On how many lines of these entries does the word "from" occur? State the number alone.

[[ Stored data, beginning ]]

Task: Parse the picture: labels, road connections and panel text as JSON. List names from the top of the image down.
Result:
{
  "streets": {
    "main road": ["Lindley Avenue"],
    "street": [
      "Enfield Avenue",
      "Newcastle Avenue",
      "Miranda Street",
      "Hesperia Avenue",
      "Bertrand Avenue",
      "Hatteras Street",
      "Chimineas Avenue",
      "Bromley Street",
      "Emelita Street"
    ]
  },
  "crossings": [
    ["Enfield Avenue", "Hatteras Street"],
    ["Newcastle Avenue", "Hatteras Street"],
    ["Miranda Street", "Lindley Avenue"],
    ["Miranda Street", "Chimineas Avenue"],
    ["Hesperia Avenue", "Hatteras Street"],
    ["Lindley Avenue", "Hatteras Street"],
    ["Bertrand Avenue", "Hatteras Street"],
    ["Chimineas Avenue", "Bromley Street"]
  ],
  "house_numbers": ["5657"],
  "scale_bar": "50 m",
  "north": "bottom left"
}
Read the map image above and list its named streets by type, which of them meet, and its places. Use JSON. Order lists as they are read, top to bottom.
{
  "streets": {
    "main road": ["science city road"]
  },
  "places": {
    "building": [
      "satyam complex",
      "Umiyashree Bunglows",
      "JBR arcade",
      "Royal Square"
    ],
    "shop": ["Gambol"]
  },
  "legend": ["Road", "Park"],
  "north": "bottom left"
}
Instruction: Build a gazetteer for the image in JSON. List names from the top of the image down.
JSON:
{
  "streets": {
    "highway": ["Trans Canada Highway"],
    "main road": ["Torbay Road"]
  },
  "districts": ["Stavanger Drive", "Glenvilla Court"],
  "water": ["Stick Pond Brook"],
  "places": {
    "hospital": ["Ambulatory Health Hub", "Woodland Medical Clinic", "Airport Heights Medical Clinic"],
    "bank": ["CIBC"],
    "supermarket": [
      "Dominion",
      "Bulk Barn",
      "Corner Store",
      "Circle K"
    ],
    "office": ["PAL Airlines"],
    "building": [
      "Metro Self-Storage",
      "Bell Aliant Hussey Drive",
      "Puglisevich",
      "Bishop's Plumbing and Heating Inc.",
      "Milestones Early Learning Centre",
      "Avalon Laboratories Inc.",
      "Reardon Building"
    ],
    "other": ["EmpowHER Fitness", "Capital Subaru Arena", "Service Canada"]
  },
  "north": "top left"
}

[[ Stored data, end ]]

**Answer section:**
2